Input data -
------------------------------------
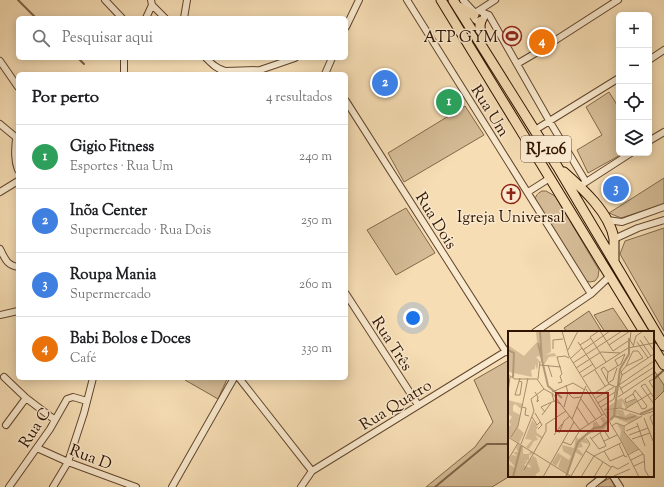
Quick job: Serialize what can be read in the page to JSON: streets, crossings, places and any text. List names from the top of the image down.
{
  "streets": {
    "highway": ["RJ-106"],
    "street": [
      "Rua Um",
      "Rua Dois",
      "Rua Três",
      "Rua Quatro",
      "Rua C",
      "Rua D"
    ]
  },
  "crossings": [
    ["Rua Dois", "Rua Quatro"],
    ["Rua Três", "Rua Quatro"],
    ["Rua C", "Rua D"]
  ],
  "places": {
    "sports": ["ATP GYM"],
    "church": ["Igreja Universal"]
  },
  "page": {
    "map_buttons": ["+", "−"],
    "search": "Pesquisar aqui",
    "pins": [
      "4",
      "2",
      "1",
      "3"
    ],
    "heading": ["Por perto", "4 resultados"],
    "list": [
      {
        "mark": "1",
        "name": "Gigio Fitness",
        "note": "Esportes · Rua Um",
        "value": "240 m"
      },
      {
        "mark": "2",
        "name": "Inõa Center",
        "note": "Supermercado · Rua Dois",
        "value": "250 m"
      },
      {
        "mark": "3",
        "name": "Roupa Mania",
        "note": "Supermercado",
        "value": "260 m"
      },
      {
        "mark": "4",
        "name": "Babi Bolos e Doces",
        "note": "Café",
        "value": "330 m"
      }
    ]
  }
}
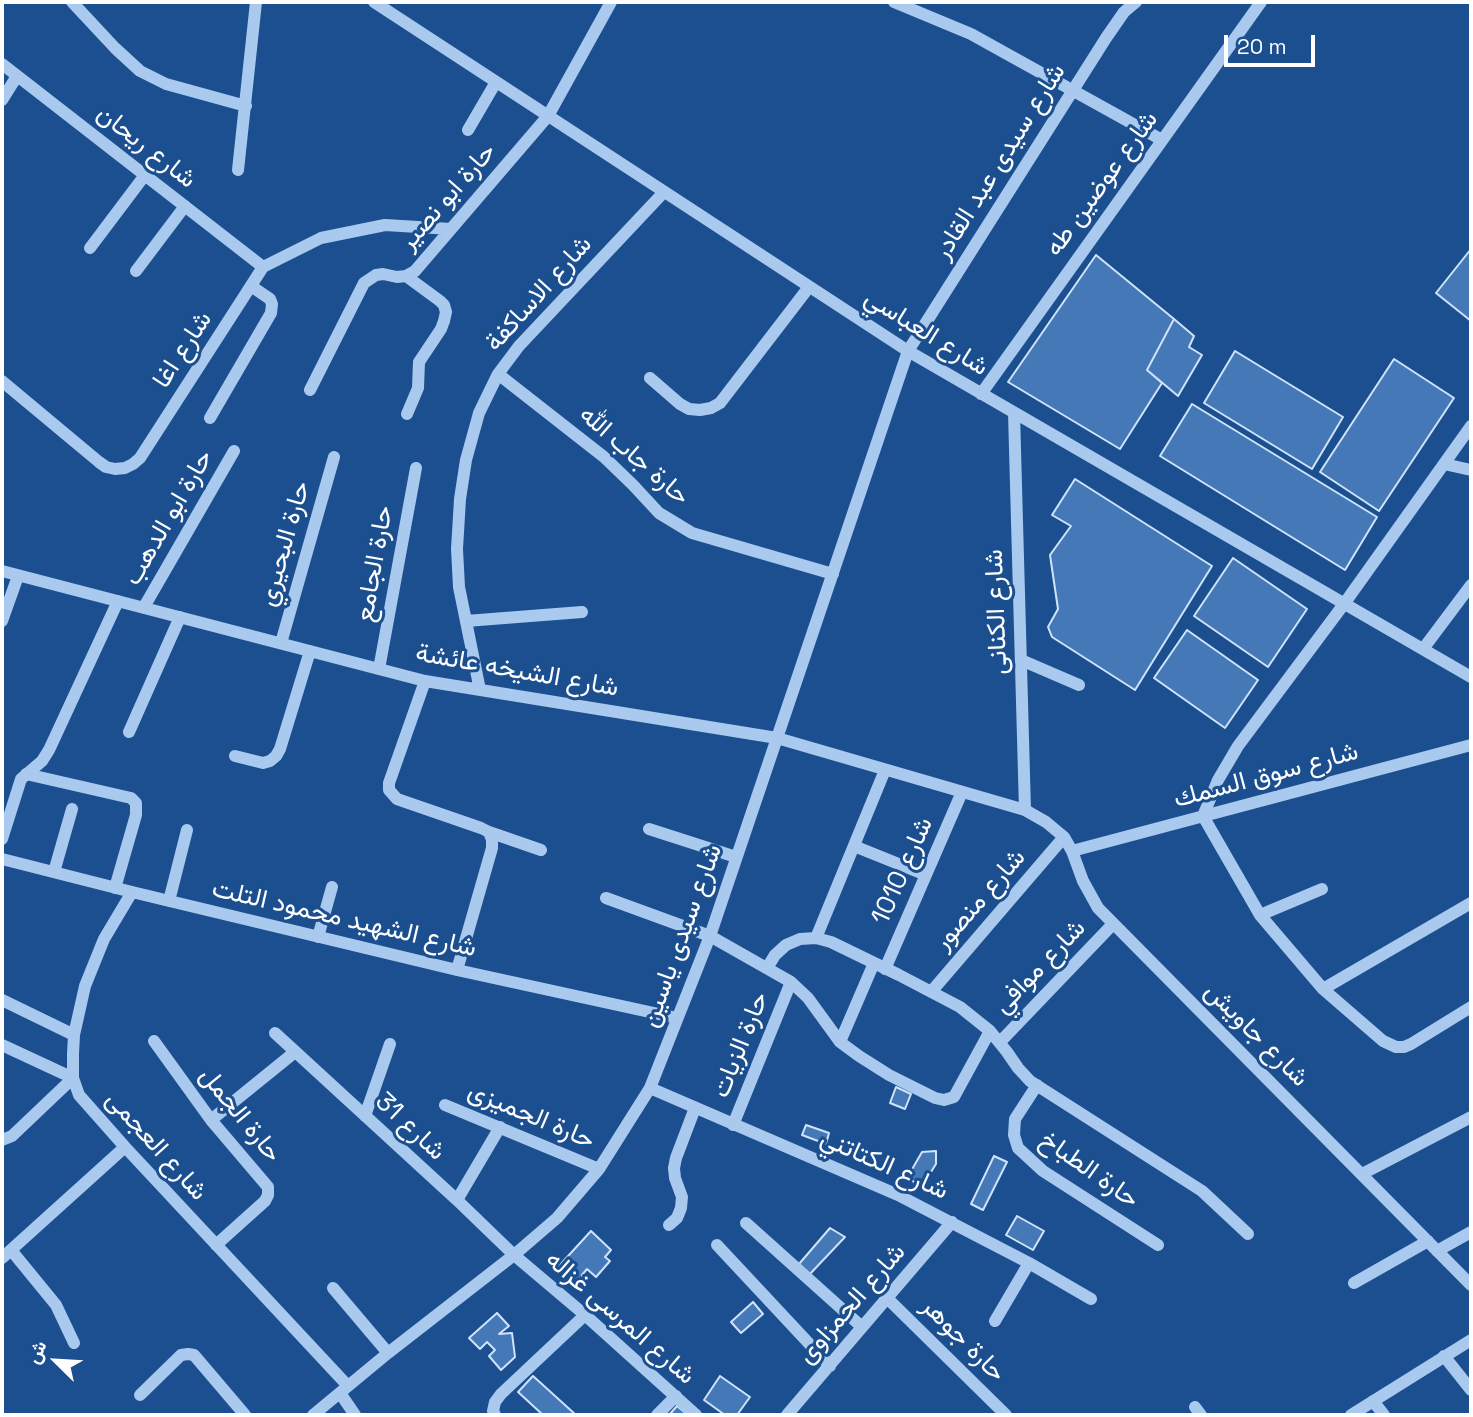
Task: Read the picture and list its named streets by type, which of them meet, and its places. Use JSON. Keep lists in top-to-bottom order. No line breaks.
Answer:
{"streets":{"street":["شارع ريحان","شارع سيدى عبد القادر","شارع عوضين طه","حارة ابو نصير","شارع الاساكفة","شارع العباسي","شارع اغا","حارة جاب الله","حارة ابو الدهب","حارة البحيري","حارة الجامع","شارع الكنانى","شارع الشيخه عائشة","شارع سوق السمك","شارع 1010","شارع منصور","شارع الشهيد محمود التلت","شارع سيدى ياسين","شارع موافي","شارع جاويش","حارة الزيات","حارة الجمل","حارة الجميزى","شارع 31","شارع العجمى","شارع الكتاتني","حارة الطباخ","شارع الحمزاوى","شارع المرسى غزاله","حارة جوهر"]},"crossings":[["شارع ريحان","شارع اغا"],["شارع سيدى عبد القادر","شارع العباسي"],["شارع سيدى عبد القادر","شارع سيدى ياسين"],["شارع عوضين طه","شارع العباسي"],["حارة ابو نصير","شارع العباسي"],["شارع الاساكفة","شارع العباسي"],["شارع الاساكفة","حارة جاب الله"],["شارع الاساكفة","شارع الشيخه عائشة"],["شارع العباسي","شارع الكنانى"],["شارع العباسي","شارع سيدى ياسين"],["حارة جاب الله","شارع سيدى ياسين"],["حارة ابو الدهب","شارع الشيخه عائشة"],["حارة البحيري","شارع الشيخه عائشة"],["حارة الجامع","شارع الشيخه عائشة"],["شارع الكنانى","شارع الشيخه عائشة"],["شارع الكنانى","شارع جاويش"],["شارع الشيخه عائشة","شارع 1010"],["شارع الشيخه عائشة","شارع سيدى ياسين"],["شارع الشيخه عائشة","شارع جاويش"],["شارع سوق السمك","شارع جاويش"],["شارع منصور","شارع جاويش"],["شارع الشهيد محمود التلت","شارع سيدى ياسين"],["شارع الشهيد محمود التلت","شارع العجمى"],["شارع سيدى ياسين","حارة الجميزى"],["شارع سيدى ياسين","شارع 31"],["شارع سيدى ياسين","شارع العجمى"],["شارع سيدى ياسين","شارع الكتاتني"],["شارع سيدى ياسين","شارع المرسى غزاله"],["شارع موافي","شارع جاويش"],["حارة الزيات","شارع الكتاتني"],["حارة الجمل","شارع العجمى"],["شارع 31","شارع المرسى غزاله"],["شارع الكتاتني","شارع الحمزاوى"],["شارع الحمزاوى","حارة جوهر"]],"scale_bar":"20 m","north":"top left"}
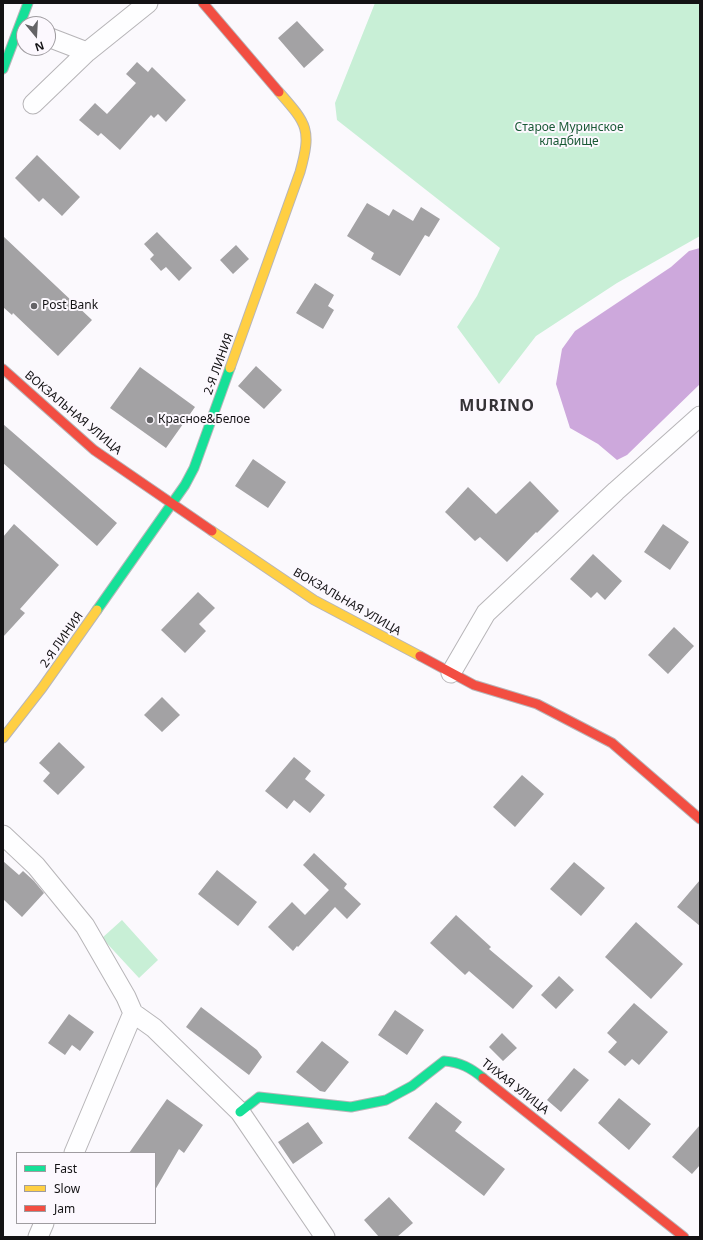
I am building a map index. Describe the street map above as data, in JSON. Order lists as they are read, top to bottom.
{
  "streets": {
    "street": ["2-Я ЛИНИЯ", "ВОКЗАЛЬНАЯ УЛИЦА", "ТИХАЯ УЛИЦА"]
  },
  "crossings": [
    ["2-Я ЛИНИЯ", "ВОКЗАЛЬНАЯ УЛИЦА"]
  ],
  "districts": ["MURINO"],
  "parks": ["Старое Муринское кладбище"],
  "places": ["Post Bank", "Красное&Белое"],
  "legend": ["Fast", "Slow", "Jam"],
  "north": "bottom"
}
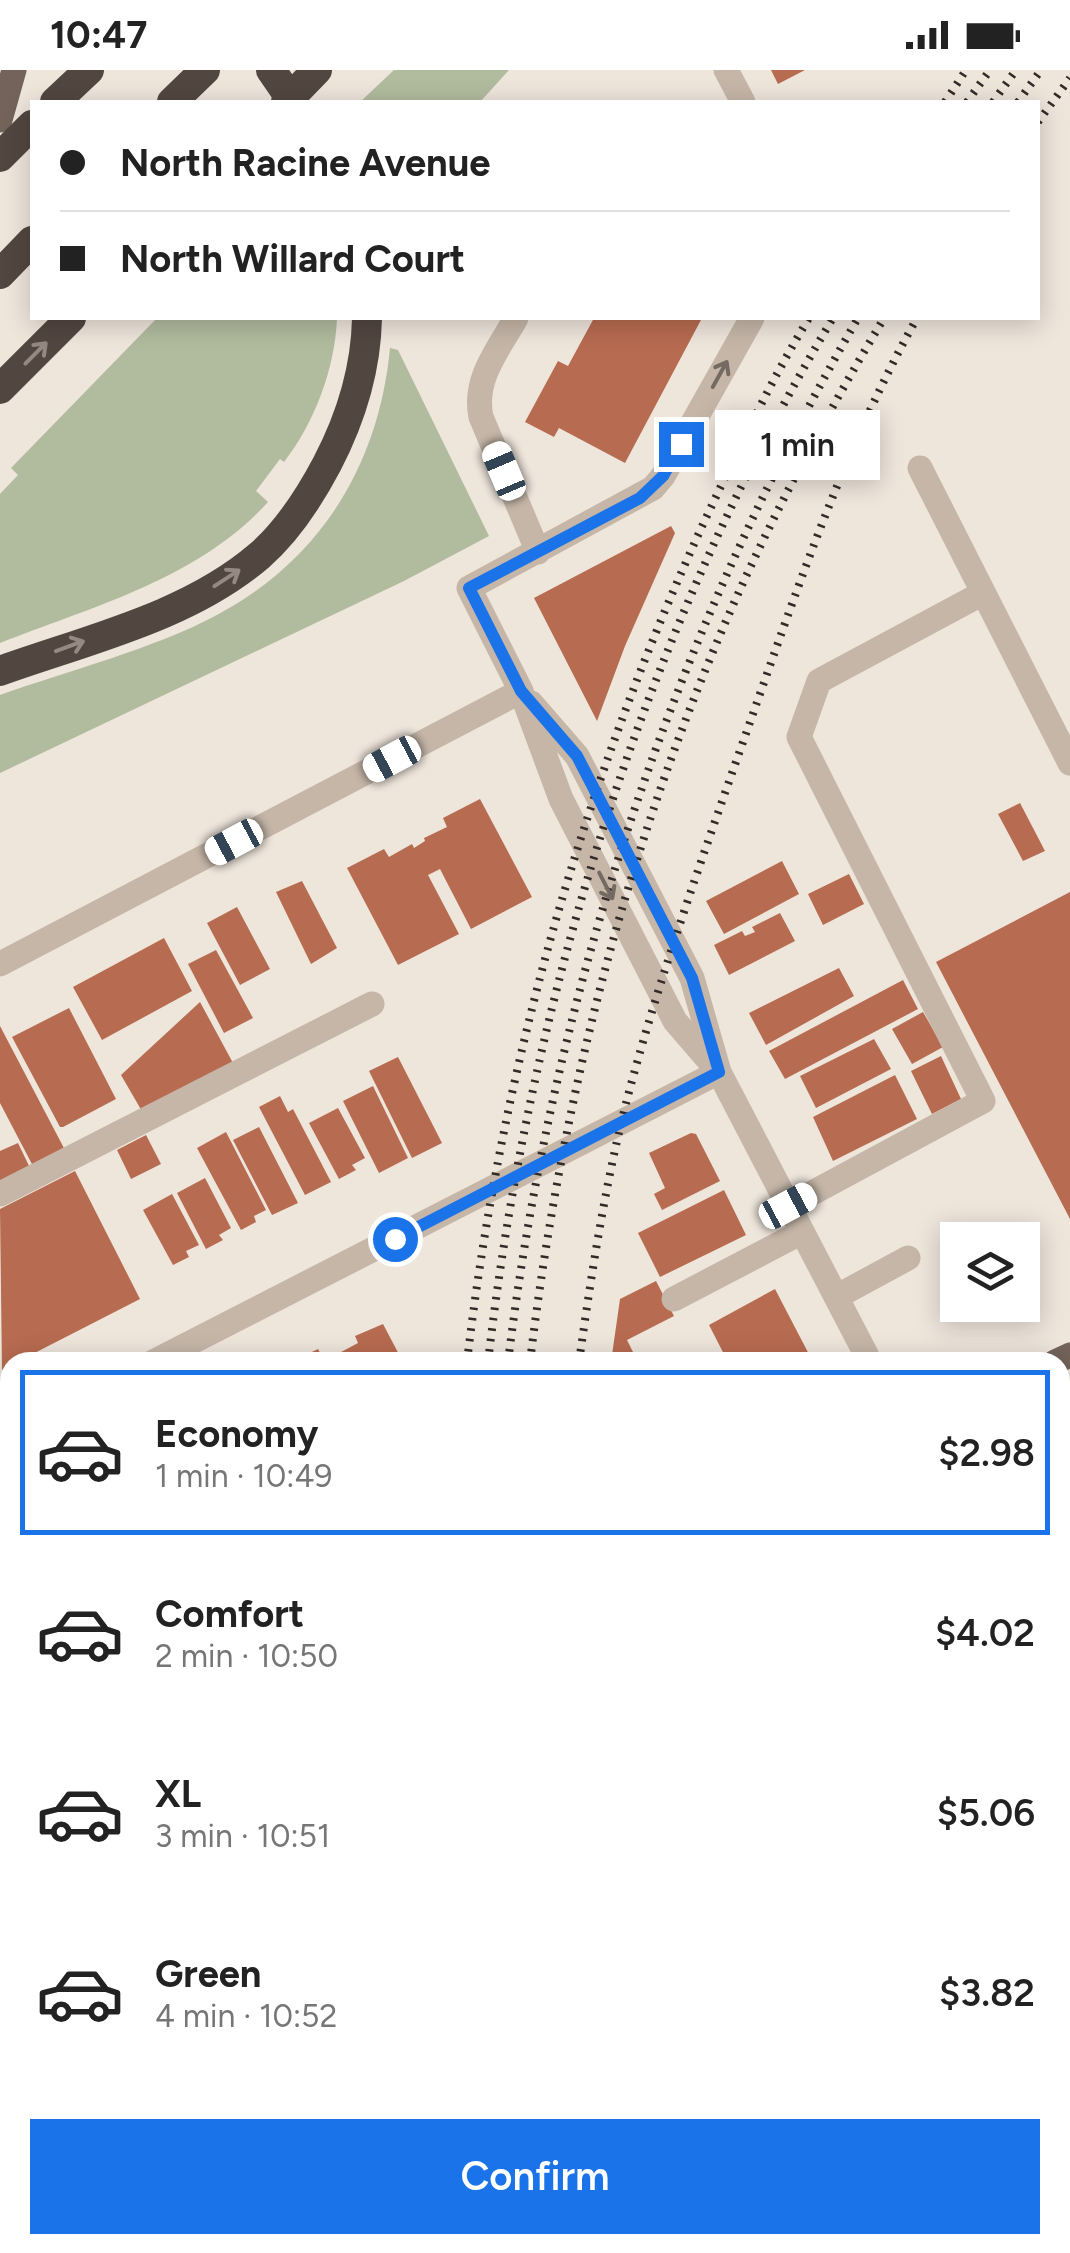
------------------------------------
Exercise description - Copy nothing but the lines from the top of the material through the line holding "Task: Read the", exactly as written; omit pictures.

Exercise solution -
Quick job: Serialize what can be read in the page to JSON: streets, crossings, places and any text. List names from the top of the image down.
{
  "streets": {
    "highway": ["RJ-106"],
    "street": [
      "Rua Um",
      "Rua Dois",
      "Rua Três",
      "Rua Quatro",
      "Rua C",
      "Rua D"
    ]
  },
  "crossings": [
    ["Rua Dois", "Rua Quatro"],
    ["Rua Três", "Rua Quatro"],
    ["Rua C", "Rua D"]
  ],
  "places": {
    "sports": ["ATP GYM"],
    "church": ["Igreja Universal"]
  },
  "page": {
    "map_buttons": ["+", "−"],
    "search": "Pesquisar aqui",
    "pins": [
      "4",
      "2",
      "1",
      "3"
    ],
    "heading": ["Por perto", "4 resultados"],
    "list": [
      {
        "mark": "1",
        "name": "Gigio Fitness",
        "note": "Esportes · Rua Um",
        "value": "240 m"
      },
      {
        "mark": "2",
        "name": "Inõa Center",
        "note": "Supermercado · Rua Dois",
        "value": "250 m"
      },
      {
        "mark": "3",
        "name": "Roupa Mania",
        "note": "Supermercado",
        "value": "260 m"
      },
      {
        "mark": "4",
        "name": "Babi Bolos e Doces",
        "note": "Café",
        "value": "330 m"
      }
    ]
  }
}
Task: Read the picture and list its named streets by type, which of them meet, and its places. Use JSON. Keep lists in top-to-bottom order. No line breaks.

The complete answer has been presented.